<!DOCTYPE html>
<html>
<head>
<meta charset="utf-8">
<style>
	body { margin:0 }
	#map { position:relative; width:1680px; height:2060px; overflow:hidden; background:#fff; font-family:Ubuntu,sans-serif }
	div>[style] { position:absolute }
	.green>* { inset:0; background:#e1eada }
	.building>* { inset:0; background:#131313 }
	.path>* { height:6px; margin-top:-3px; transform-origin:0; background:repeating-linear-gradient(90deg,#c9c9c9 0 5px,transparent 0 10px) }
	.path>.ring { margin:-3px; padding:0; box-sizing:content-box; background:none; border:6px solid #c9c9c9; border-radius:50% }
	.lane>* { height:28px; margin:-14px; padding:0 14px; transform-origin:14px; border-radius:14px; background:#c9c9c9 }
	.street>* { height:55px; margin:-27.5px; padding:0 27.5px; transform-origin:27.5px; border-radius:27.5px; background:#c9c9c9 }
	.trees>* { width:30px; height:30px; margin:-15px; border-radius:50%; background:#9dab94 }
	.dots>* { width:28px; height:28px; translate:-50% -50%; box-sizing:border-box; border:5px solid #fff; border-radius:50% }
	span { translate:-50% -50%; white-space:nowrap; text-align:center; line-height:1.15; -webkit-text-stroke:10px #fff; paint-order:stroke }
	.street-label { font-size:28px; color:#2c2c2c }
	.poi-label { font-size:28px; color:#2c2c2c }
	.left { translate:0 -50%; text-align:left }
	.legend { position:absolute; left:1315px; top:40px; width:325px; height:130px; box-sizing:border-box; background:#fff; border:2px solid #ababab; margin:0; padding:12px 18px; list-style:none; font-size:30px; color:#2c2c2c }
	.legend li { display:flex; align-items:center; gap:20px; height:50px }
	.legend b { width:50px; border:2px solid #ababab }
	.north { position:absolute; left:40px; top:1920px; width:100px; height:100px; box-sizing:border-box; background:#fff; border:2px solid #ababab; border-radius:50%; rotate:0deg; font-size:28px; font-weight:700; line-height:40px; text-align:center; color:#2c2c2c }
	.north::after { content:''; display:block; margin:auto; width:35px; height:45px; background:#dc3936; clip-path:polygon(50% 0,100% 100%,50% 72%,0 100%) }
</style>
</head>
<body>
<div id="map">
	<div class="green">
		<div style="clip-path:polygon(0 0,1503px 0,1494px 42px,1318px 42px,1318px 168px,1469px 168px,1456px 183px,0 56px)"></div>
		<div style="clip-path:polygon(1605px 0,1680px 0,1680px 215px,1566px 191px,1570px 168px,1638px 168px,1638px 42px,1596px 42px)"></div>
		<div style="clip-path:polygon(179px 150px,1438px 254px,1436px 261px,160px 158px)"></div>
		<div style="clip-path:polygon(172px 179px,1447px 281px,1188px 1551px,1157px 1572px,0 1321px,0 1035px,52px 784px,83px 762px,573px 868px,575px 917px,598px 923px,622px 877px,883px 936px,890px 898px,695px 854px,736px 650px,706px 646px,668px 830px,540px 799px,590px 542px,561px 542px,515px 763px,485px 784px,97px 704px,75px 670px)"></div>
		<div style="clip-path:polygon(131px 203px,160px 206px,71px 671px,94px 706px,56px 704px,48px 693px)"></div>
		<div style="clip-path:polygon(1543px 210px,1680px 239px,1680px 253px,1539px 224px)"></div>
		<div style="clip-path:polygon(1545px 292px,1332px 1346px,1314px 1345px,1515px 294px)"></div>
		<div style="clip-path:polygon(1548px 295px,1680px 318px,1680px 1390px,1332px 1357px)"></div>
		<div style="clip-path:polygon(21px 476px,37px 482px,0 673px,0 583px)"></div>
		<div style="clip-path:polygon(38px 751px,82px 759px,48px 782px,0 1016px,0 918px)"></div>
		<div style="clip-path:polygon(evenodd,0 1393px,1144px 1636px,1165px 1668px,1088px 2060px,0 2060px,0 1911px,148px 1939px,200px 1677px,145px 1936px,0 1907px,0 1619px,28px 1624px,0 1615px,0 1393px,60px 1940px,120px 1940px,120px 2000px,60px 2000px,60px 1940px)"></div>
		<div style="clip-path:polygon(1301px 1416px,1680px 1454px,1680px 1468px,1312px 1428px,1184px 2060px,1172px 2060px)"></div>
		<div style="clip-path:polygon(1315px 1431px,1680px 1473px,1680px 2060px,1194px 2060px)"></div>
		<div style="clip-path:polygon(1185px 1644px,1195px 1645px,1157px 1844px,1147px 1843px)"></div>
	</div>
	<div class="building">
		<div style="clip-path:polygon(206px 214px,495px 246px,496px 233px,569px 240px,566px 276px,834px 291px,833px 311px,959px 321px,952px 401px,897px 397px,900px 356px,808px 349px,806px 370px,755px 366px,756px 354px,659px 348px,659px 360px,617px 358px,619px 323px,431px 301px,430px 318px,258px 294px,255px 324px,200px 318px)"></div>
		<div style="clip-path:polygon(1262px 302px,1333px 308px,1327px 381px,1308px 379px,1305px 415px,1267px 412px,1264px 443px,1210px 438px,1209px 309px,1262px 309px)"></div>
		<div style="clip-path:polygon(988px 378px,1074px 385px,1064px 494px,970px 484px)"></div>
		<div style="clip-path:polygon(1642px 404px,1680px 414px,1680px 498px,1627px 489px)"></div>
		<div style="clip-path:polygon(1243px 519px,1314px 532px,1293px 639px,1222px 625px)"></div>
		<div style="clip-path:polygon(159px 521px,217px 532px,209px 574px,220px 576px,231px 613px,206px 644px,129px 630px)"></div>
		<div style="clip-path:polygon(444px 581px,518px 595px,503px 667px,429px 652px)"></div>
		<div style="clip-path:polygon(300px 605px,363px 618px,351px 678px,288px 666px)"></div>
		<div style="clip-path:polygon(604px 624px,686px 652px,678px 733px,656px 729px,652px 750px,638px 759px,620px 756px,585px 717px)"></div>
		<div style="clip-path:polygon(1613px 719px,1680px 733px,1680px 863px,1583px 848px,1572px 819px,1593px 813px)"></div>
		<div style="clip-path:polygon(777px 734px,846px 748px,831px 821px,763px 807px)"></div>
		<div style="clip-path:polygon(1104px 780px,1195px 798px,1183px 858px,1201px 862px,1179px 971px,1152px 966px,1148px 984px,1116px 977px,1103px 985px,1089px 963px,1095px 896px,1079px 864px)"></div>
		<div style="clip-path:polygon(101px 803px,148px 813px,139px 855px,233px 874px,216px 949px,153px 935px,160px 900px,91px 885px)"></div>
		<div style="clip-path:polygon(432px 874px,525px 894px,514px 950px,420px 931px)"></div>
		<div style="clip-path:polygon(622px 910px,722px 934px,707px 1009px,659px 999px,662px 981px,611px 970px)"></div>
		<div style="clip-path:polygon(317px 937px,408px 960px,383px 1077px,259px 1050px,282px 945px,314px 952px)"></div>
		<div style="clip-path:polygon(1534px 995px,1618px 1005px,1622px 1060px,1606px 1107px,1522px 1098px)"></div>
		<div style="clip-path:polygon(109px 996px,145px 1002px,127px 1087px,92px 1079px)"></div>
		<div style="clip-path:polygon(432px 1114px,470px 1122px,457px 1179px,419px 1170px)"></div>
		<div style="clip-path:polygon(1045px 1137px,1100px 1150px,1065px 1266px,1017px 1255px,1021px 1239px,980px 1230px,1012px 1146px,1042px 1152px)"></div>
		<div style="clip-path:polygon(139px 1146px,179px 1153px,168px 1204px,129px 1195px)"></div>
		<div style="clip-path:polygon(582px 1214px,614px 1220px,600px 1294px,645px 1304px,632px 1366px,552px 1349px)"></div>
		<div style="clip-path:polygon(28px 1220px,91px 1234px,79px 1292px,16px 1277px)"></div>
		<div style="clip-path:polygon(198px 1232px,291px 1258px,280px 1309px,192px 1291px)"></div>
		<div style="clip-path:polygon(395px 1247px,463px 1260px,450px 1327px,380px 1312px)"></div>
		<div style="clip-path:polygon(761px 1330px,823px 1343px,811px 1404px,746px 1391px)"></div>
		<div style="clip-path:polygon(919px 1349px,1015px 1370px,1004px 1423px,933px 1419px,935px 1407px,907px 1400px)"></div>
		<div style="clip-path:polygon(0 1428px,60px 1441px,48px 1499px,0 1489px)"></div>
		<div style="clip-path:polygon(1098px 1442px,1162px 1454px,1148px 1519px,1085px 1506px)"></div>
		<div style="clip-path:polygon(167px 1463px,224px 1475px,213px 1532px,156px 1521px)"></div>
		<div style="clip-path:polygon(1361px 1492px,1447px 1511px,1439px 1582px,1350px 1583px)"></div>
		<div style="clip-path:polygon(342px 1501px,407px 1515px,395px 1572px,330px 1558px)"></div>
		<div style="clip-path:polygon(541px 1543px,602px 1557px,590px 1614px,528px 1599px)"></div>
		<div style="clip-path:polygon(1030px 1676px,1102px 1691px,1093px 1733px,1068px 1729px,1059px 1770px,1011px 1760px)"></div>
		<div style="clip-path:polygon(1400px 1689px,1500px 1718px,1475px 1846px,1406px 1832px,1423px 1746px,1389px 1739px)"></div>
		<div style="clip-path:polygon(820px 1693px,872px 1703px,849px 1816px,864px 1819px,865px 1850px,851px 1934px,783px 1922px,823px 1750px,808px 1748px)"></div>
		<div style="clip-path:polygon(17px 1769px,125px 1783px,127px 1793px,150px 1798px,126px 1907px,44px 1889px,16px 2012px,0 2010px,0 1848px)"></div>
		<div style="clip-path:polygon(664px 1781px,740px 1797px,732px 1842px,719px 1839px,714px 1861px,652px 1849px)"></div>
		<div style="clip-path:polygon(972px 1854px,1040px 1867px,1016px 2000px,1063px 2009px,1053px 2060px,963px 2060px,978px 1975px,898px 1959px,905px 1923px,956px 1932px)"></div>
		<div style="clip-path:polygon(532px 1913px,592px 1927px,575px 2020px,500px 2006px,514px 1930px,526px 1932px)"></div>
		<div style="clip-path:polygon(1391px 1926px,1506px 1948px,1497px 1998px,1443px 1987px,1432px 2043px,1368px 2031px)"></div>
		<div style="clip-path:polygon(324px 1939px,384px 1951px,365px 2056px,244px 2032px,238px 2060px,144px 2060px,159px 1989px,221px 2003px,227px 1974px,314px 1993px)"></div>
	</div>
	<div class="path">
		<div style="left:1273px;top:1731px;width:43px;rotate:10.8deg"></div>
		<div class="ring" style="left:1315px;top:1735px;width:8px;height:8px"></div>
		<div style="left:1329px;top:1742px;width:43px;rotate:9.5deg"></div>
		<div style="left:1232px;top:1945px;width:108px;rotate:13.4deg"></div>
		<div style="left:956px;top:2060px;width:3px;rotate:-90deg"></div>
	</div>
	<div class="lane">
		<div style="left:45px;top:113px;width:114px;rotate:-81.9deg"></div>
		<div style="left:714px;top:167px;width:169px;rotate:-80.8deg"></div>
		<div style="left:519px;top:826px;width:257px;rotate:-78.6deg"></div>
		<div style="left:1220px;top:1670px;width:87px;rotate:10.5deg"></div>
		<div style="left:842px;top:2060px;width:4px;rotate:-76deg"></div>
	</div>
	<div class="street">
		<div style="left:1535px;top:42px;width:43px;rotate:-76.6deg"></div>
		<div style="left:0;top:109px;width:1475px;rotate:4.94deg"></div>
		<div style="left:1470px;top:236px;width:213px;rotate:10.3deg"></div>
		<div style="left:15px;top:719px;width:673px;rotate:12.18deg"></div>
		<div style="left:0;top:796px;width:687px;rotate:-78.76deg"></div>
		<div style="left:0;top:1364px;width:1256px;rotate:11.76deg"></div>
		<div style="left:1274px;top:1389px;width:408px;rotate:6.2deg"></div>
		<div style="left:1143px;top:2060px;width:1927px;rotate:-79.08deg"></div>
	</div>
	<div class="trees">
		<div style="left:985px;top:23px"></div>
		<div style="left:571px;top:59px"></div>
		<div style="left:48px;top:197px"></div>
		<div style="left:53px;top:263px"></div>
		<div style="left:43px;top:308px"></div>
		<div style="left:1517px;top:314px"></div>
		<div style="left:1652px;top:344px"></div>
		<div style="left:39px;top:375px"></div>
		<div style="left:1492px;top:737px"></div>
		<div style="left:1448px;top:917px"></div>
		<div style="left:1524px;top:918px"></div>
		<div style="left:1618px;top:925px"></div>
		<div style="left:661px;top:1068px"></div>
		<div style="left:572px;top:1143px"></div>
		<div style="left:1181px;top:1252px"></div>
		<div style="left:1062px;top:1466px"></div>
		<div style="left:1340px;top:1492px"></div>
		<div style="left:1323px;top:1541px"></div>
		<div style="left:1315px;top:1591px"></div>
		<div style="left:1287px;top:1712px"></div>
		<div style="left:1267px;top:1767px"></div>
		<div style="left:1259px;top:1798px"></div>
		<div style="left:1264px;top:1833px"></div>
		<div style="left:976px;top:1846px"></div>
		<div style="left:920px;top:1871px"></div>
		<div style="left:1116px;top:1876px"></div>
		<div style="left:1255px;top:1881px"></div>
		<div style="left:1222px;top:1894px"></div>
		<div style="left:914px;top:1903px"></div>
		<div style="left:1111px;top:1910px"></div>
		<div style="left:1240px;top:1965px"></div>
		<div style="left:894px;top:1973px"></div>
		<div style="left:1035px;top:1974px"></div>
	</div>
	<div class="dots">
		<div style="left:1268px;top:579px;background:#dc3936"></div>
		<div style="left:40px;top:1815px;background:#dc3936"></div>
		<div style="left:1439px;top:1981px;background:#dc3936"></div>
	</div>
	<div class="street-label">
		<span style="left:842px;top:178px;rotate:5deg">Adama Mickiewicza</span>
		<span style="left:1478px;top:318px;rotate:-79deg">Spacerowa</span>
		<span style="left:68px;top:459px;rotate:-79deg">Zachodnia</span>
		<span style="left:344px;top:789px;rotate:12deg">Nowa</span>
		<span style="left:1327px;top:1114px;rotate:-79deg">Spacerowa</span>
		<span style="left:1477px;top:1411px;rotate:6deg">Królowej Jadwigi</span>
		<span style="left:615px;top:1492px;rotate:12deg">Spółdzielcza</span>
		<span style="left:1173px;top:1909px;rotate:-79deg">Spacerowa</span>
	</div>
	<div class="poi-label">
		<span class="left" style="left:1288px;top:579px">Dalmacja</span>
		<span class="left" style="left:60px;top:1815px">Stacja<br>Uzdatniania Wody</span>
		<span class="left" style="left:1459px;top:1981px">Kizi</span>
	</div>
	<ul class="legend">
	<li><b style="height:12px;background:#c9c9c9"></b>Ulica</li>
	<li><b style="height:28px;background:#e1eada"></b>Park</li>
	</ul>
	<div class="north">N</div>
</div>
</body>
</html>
= = = = =
In the data above, find the line that contains "position:relative; width:1680px; height:2060px;", then reproduce exactly every line from the first line through that line.

Exercise response:
<!DOCTYPE html>
<html>
<head>
<meta charset="utf-8">
<style>
	body { margin:0 }
	#map { position:relative; width:1680px; height:2060px; overflow:hidden; background:#fff; font-family:Ubuntu,sans-serif }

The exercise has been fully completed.